Alex Martsinovich

Software Engineer
Home Posts Github LinkedIn

Do Repeat Yourself

The conventional wisdom stemming from the famous DRY (Don't Repeat Yourself) principle is that if you notice yourself copying code around, it's a smell. And I agree. Mostly. More often than not. Listen, it's complicated. I think this is a good principle, but even a perfectly functioning analog clock can be wrong for half a year, okay?

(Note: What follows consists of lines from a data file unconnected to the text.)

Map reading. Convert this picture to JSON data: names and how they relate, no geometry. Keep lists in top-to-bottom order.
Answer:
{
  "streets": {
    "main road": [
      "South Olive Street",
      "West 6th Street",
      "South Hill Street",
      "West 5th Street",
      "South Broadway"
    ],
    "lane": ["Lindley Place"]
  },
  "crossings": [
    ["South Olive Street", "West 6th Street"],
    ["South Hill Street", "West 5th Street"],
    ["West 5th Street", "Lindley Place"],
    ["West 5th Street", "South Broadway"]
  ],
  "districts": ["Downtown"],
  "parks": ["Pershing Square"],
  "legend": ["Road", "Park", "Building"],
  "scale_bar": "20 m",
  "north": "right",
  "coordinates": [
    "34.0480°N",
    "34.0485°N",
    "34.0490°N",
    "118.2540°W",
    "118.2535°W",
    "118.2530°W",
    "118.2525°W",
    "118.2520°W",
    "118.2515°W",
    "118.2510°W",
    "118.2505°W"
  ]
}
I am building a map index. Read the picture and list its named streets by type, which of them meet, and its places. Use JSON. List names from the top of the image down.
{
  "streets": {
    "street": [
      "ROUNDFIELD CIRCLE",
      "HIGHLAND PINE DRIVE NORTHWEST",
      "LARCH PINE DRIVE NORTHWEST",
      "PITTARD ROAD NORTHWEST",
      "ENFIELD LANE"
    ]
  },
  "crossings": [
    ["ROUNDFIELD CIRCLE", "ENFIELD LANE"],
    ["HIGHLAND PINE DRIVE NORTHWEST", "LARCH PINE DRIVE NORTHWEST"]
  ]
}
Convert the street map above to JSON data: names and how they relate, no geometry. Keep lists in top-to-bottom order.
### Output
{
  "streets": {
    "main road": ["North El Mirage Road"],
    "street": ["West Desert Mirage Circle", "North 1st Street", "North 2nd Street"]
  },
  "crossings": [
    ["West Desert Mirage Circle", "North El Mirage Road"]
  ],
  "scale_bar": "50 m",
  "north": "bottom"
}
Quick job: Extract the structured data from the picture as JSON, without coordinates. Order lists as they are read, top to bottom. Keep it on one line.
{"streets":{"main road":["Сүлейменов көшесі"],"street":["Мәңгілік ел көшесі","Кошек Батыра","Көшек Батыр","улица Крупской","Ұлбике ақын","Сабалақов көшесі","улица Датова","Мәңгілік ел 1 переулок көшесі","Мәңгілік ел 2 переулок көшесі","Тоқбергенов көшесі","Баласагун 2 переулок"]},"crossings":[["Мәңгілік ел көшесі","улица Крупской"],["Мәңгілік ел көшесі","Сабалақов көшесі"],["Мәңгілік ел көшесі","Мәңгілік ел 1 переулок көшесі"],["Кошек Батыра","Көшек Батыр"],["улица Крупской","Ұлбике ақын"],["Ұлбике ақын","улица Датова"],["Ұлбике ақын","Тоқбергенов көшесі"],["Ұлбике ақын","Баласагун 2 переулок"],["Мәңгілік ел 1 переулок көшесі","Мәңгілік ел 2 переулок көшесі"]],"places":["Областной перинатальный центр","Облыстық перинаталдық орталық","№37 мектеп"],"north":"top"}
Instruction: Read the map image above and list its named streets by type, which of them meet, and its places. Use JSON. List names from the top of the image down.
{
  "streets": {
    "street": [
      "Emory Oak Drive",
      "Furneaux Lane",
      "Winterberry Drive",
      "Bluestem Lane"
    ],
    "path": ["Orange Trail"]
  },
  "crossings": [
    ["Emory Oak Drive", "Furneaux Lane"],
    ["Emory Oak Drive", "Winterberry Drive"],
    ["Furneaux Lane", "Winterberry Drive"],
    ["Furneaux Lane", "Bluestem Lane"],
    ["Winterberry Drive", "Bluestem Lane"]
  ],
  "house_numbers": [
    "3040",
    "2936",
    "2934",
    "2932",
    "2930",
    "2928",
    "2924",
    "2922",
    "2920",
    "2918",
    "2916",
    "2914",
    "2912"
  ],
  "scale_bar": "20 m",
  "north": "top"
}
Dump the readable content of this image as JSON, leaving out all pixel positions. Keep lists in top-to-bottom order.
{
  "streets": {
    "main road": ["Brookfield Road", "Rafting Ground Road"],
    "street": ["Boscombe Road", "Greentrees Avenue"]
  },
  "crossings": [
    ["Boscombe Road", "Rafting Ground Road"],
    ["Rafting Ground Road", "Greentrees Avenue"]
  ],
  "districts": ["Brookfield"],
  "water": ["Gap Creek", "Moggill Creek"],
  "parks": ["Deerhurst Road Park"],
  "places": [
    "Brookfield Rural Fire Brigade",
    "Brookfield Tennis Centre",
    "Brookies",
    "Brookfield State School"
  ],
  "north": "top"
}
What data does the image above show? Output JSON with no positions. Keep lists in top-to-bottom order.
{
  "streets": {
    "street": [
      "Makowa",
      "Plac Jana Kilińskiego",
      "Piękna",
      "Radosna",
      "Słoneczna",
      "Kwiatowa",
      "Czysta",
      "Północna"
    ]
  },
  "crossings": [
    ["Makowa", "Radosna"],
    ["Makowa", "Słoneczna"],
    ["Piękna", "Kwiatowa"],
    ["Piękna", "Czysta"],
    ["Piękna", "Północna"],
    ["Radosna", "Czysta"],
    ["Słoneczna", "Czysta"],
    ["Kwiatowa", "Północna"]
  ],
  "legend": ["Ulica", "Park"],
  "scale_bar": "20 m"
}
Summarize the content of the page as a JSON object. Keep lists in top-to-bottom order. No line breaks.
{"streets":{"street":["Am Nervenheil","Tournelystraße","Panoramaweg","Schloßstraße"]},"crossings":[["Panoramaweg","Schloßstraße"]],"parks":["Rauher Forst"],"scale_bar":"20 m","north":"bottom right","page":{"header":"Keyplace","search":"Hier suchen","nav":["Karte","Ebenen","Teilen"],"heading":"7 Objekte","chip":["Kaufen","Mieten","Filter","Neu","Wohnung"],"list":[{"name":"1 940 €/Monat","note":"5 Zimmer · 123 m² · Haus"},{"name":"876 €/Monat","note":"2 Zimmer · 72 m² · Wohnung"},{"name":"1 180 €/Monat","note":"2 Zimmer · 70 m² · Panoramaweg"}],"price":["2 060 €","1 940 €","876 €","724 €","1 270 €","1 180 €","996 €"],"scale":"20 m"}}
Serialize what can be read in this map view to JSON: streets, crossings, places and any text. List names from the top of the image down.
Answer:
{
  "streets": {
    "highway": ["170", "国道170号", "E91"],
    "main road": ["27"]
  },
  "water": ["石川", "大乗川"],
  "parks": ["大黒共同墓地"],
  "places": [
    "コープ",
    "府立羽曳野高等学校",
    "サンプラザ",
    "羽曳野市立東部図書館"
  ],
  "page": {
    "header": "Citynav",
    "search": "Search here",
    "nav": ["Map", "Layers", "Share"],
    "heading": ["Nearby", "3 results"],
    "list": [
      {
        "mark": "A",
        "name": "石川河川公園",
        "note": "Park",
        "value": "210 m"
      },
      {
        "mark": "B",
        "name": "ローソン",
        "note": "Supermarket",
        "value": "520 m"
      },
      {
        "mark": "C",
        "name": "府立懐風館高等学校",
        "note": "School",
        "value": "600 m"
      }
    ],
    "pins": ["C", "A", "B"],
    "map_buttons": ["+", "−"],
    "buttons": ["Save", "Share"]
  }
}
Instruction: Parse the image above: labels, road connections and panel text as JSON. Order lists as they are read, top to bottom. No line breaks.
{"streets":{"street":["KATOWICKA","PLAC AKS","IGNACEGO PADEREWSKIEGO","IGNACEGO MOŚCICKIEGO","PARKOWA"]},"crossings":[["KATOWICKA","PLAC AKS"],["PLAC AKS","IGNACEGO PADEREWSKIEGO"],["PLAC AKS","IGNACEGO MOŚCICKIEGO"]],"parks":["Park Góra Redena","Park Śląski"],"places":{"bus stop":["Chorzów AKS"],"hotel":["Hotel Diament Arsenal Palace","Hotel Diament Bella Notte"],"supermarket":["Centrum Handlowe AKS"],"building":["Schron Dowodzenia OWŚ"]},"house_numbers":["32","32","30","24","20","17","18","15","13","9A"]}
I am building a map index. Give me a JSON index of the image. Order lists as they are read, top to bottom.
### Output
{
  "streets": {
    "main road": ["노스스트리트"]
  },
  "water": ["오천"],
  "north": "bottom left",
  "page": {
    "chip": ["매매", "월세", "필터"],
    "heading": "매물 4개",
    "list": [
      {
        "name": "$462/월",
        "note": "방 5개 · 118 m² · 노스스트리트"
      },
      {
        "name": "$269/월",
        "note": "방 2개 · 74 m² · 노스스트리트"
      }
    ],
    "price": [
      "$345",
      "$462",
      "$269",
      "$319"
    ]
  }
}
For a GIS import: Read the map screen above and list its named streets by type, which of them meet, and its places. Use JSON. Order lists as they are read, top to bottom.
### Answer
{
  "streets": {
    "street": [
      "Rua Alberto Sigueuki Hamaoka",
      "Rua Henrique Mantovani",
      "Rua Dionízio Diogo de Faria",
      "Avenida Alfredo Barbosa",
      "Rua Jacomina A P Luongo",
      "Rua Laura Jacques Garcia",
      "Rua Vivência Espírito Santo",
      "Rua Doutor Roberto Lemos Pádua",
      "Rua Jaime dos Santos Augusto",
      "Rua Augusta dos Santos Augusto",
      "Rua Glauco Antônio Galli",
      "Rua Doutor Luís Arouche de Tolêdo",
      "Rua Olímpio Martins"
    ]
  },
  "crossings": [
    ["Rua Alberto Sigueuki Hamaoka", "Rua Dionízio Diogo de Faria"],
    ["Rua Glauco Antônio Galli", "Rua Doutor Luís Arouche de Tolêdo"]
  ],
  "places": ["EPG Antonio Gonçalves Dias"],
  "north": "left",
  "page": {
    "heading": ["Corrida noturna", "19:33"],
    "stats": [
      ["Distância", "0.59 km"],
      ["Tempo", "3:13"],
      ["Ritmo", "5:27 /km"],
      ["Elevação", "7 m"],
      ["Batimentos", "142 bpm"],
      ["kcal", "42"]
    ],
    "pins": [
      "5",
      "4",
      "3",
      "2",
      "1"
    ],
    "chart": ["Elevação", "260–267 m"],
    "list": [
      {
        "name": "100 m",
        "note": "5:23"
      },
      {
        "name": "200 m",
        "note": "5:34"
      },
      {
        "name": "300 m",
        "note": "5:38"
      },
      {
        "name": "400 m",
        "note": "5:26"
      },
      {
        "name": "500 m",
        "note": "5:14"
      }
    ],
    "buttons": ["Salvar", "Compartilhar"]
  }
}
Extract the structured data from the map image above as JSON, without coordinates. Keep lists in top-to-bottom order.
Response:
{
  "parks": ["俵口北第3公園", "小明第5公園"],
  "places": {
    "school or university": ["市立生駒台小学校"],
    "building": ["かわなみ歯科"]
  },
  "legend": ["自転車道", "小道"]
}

One of the few strong opinions I have is that it's not only acceptable but highly desirable to copy code around when you're writing tests. And this has very little to do with the code itself; it's mostly a people thing.

Sorry, tests

Let me tell you a little about myself. Before I discovered Elixir and decided that this language was actually nice enough to make it my full-time job, I was a test engineer. I was testing things for a living. I still wrote code, but that was all test code. And I was writing a lot of it. Not only I, but other test engineers were writing it too. And even regular developers. Sometimes.

When all you write is tests, all your engineering ambitions are funneled into making them good, in a conventional sense. Clean code, SOLID code, and of course, DRY code. But if you work long enough, you at some point face an inevitable question: if our tests are so good, why don't developers write it more often? They certainly have the skills; they deal with much more complex code every day. And this is when I had a simple revelation:

  1. People see tests as fundamentally secondary part of the codebase.
  2. Dealing with test code is, therefore, a chore that people will actively try to avoid.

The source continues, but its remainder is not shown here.